Can you deep fry cheerios do you know? crucial question
I'm taking her home. She just told a 90 yo woman in a packers hat to "suck her cock".
I am particularly sorry about getting dome in your backseat. And for thinking you wouldn't notice.
I really wish I had added "blowjob on a slide at a playground" to my bucket list before last night.
The yard is growling at me WHAT DID U GIVE ME?
Let's paint friendship bongs
Black out Jordan is making huge strides. I didn't even pee on anyone or anything last night.
Okay so, sorry but last night we had to put a note on your chest and a key around your neck just so you would make it home.
And regarding bottomless mimosas stopping at 1 pm, there was a chick who drove her car into the back of the bar. Blame that bitch, not you peeing in the koi pond.

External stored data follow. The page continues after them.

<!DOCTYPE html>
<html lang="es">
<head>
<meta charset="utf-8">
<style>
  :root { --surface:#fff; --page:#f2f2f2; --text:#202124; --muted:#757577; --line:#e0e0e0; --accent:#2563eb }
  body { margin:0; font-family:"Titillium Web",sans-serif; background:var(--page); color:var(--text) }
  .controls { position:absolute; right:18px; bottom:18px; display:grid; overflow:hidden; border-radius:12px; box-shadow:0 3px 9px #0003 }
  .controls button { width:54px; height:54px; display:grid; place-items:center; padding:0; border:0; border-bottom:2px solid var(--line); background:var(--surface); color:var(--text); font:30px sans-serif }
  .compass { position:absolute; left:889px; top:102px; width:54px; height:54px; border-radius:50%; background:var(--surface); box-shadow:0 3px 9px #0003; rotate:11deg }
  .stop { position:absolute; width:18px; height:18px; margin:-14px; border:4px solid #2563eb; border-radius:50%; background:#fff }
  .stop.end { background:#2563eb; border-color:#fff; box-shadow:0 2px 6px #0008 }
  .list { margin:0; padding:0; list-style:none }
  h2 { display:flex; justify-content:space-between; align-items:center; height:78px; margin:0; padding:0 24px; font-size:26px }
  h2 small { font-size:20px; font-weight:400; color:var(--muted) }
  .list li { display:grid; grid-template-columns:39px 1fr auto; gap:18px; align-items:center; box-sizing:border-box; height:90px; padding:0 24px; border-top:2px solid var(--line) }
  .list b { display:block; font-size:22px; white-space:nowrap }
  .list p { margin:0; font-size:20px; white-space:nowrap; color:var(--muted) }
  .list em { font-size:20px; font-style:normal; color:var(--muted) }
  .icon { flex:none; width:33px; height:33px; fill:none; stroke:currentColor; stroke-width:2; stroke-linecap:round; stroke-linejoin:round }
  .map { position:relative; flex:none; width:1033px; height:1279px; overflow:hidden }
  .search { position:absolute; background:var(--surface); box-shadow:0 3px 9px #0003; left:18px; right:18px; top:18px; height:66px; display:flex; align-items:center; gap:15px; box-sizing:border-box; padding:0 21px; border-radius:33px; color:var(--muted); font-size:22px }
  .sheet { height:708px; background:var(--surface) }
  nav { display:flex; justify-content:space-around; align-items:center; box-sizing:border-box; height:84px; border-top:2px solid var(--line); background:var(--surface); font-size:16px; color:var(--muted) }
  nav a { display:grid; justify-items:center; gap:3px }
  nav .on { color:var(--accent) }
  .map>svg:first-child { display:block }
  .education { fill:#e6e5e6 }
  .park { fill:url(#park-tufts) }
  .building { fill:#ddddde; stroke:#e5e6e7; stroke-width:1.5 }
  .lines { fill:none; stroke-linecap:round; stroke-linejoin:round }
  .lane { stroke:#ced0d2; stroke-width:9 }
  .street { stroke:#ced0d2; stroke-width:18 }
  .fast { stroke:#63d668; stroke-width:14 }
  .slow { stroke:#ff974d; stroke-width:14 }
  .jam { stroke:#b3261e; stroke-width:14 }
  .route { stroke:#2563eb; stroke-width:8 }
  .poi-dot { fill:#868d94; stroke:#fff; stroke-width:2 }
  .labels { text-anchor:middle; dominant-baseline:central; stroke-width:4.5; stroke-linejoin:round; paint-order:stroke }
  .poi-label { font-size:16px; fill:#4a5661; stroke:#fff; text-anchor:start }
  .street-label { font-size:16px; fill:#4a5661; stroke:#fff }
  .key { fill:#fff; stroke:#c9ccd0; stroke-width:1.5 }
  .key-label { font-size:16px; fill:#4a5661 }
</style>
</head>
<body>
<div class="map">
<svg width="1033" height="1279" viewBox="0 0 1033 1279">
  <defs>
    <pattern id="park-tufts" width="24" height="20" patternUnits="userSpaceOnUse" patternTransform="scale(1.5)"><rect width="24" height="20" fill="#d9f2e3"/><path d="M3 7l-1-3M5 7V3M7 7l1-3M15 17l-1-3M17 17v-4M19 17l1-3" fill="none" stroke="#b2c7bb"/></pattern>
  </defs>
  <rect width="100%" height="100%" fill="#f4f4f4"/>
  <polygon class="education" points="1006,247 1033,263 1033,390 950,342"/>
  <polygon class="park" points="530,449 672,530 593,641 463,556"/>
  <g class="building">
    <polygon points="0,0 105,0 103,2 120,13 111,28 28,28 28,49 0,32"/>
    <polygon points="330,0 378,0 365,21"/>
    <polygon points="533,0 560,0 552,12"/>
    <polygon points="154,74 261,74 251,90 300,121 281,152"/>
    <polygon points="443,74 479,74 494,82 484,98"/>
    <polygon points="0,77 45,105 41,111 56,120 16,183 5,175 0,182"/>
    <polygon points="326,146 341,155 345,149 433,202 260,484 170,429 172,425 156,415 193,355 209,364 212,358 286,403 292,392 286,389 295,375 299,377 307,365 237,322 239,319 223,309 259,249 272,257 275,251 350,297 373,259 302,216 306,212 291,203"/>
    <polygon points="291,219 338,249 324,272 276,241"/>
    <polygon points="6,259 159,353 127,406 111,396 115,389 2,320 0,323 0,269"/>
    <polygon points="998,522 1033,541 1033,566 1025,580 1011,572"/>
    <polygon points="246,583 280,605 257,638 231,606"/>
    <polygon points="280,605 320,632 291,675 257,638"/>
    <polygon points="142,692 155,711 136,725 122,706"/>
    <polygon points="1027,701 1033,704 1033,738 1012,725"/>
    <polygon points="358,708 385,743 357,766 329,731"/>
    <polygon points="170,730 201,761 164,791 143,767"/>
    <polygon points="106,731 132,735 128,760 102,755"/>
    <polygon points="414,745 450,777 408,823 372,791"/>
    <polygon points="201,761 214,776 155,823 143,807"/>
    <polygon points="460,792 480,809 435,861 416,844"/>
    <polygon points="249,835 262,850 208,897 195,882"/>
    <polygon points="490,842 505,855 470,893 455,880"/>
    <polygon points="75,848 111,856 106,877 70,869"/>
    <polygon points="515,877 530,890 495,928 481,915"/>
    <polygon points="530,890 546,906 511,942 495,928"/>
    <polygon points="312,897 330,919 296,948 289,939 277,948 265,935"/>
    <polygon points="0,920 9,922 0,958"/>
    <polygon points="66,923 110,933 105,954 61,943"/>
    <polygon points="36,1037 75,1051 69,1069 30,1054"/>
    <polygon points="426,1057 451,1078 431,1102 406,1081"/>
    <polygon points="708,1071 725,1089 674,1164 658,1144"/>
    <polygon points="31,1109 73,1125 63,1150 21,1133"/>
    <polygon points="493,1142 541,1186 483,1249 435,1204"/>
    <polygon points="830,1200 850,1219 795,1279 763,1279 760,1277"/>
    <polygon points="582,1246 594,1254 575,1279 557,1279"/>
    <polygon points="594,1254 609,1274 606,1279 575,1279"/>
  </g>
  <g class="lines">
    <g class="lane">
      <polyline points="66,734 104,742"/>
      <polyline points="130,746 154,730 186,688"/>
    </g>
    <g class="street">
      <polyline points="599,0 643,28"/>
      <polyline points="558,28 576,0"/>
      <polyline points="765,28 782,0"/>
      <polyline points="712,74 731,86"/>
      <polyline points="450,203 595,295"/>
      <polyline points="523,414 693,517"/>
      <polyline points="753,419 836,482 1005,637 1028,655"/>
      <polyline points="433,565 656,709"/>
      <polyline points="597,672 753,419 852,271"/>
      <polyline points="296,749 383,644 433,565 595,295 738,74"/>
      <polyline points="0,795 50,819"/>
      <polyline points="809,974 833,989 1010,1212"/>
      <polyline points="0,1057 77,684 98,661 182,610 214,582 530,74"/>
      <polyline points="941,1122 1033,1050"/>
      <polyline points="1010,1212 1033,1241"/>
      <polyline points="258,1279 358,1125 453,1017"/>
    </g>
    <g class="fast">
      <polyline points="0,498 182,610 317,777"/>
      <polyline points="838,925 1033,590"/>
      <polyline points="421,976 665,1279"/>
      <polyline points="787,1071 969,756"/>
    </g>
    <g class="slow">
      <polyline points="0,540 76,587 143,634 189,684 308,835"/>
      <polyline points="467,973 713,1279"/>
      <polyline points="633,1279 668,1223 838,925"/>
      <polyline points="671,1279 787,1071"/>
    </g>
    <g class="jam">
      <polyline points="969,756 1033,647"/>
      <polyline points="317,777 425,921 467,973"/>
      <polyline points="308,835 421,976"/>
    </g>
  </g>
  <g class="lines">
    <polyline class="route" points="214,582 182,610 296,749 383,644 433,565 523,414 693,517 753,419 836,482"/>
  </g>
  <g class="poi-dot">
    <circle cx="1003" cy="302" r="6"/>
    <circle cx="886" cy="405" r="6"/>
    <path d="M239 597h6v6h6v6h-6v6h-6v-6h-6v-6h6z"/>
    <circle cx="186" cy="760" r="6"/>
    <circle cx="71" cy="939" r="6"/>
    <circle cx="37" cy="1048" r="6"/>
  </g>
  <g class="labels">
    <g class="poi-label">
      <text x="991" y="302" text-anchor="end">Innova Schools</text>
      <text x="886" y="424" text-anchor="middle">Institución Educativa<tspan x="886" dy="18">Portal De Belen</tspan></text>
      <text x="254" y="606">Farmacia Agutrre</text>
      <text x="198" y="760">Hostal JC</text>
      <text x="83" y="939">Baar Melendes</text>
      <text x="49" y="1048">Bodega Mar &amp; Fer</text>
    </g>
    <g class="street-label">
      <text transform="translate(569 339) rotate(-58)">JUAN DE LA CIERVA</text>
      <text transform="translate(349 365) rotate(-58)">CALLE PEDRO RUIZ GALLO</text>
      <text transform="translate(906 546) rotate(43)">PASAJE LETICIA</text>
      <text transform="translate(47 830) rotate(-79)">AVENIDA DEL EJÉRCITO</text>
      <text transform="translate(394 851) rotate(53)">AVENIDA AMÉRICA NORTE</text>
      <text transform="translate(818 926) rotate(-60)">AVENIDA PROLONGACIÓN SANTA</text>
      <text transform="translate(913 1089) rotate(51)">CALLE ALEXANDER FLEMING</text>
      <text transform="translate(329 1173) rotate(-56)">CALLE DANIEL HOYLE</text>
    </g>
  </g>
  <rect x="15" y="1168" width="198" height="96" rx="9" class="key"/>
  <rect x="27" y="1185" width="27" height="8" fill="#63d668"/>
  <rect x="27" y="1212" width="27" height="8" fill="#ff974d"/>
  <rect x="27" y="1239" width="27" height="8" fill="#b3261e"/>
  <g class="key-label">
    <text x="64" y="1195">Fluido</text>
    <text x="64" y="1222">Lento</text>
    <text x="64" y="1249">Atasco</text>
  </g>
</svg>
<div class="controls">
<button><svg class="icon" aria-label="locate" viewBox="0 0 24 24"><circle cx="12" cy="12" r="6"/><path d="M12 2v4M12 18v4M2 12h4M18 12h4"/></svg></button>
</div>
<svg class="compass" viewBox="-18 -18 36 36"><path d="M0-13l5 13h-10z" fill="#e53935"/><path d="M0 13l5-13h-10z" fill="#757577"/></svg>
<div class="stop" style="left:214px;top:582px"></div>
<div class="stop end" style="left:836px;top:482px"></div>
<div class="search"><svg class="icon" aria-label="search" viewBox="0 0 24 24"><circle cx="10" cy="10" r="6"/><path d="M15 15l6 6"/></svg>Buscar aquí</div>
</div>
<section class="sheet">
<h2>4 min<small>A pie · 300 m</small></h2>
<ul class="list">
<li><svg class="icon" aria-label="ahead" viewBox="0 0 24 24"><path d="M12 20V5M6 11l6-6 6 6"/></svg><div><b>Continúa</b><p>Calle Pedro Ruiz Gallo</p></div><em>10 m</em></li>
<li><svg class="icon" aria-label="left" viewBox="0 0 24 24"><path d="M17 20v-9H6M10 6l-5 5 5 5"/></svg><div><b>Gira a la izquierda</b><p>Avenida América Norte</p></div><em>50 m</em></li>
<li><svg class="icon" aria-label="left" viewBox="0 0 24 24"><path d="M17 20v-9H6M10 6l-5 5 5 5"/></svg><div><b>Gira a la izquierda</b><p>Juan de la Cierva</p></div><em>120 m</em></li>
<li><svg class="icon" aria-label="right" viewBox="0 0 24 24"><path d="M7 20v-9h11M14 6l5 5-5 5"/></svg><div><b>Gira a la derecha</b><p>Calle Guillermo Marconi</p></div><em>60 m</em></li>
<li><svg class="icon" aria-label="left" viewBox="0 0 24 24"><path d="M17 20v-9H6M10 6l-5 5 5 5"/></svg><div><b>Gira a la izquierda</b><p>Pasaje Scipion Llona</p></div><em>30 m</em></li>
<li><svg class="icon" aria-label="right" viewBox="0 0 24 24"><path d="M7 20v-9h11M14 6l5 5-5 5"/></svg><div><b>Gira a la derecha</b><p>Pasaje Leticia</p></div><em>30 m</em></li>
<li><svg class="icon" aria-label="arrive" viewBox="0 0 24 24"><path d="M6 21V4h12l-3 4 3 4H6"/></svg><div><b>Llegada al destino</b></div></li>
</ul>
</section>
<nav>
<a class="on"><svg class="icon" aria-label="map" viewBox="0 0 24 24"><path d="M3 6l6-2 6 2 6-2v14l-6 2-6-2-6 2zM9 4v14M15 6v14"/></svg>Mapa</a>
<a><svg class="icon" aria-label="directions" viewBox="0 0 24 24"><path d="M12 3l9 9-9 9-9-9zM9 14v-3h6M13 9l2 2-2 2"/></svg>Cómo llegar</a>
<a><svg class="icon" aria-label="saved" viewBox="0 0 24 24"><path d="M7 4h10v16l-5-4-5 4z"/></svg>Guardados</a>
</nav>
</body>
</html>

I woke up to both of you drawing on me in sharpie, unless a glorious threesome was had the night before that is not okay.
Who says it wasn't?
For a second I thought I had fallen asleep on the floor and freaked out. Then I thought somehow I was on drugs. This is my life.
i now regret my decision on turning down your offer of sex in the backseat
i want to say his dick was in it but not his heart
That awkward moment when you were so fucking drunk lastnight that you and your fuck buddy wake up wearing eachother's clothing covered in hot cheetos with his cat curled up between your heads meowing. Thought you'd appreciate this moment with me.